(PROBLEM DESCRIPTION)
The word "base" occurs in some of the lines below; copy each of those lines.
━━ SUPPLIED INFORMATION
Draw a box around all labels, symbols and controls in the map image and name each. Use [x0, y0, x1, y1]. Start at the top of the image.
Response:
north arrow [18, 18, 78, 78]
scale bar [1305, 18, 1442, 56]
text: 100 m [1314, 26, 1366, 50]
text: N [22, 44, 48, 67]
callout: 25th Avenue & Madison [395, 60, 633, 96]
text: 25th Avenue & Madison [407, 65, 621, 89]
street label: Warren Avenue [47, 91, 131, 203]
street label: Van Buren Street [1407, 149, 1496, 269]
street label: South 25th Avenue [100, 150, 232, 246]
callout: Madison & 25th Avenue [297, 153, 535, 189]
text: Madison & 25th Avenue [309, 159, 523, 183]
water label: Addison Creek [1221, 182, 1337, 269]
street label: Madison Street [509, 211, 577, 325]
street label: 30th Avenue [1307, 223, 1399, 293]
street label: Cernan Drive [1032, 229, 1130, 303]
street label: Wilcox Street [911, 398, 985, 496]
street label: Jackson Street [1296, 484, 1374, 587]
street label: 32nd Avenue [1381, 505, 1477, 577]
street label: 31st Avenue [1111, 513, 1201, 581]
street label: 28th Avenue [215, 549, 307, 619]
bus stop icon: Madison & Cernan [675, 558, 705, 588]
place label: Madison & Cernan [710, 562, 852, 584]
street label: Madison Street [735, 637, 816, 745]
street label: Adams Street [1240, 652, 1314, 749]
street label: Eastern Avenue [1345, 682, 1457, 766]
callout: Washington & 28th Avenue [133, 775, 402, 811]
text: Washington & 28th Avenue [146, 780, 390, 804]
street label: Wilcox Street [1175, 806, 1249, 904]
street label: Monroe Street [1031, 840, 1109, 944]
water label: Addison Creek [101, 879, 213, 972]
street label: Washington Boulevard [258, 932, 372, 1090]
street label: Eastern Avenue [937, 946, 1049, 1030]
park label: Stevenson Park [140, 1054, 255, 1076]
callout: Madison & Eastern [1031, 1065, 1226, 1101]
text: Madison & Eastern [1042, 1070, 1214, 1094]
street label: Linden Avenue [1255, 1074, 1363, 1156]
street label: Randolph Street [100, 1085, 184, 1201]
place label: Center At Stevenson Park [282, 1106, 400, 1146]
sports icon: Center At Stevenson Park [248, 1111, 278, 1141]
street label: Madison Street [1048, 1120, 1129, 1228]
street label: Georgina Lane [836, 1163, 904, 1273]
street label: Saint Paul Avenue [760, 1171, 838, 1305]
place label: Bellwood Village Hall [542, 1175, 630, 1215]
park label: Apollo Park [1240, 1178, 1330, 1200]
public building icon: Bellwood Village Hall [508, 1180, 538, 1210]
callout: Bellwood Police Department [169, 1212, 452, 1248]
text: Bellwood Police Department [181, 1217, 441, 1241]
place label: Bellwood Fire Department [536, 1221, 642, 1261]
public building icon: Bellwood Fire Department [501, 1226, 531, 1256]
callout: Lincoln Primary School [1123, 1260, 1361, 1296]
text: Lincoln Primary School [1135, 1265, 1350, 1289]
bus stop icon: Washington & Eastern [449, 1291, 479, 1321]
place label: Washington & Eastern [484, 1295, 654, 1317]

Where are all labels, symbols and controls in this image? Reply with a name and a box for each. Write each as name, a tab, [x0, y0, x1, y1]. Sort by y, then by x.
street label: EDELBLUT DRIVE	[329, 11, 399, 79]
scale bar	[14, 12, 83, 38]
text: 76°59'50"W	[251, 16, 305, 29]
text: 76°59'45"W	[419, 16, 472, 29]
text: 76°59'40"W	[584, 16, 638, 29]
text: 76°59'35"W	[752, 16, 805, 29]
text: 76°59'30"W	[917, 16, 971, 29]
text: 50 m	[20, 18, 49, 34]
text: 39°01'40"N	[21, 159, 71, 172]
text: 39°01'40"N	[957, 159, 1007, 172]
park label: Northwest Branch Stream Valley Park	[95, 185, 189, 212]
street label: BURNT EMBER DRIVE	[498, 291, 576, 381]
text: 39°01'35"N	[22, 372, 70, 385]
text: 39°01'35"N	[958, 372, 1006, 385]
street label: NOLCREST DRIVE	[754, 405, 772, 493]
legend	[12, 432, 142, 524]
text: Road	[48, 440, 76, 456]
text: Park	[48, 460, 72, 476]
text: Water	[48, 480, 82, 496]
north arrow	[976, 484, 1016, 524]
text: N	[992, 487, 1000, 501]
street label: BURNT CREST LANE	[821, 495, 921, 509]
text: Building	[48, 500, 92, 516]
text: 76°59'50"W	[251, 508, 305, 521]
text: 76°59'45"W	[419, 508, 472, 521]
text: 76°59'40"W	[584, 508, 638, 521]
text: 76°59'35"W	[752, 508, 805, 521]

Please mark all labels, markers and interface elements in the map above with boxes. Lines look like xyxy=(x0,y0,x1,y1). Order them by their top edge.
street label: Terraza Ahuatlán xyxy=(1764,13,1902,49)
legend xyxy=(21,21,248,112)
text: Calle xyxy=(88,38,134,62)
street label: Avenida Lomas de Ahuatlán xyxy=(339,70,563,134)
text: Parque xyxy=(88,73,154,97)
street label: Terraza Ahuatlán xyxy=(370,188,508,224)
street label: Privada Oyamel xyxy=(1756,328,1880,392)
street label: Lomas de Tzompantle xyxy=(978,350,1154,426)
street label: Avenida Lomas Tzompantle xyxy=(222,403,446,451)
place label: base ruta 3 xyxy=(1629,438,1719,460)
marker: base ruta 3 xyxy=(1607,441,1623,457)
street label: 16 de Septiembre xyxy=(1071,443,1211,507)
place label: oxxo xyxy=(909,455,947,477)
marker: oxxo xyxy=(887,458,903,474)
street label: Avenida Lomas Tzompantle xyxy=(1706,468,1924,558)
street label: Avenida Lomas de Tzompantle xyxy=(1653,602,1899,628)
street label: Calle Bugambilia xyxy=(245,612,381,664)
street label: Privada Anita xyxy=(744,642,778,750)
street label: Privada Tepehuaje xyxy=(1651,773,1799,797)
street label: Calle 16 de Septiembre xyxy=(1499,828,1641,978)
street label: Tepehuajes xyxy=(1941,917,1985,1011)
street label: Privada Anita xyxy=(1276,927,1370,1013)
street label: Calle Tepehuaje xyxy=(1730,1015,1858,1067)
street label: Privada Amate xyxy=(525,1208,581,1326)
━━━━
(FINISHED TASK)
place label: base ruta 3 xyxy=(1629,438,1719,460)
marker: base ruta 3 xyxy=(1607,441,1623,457)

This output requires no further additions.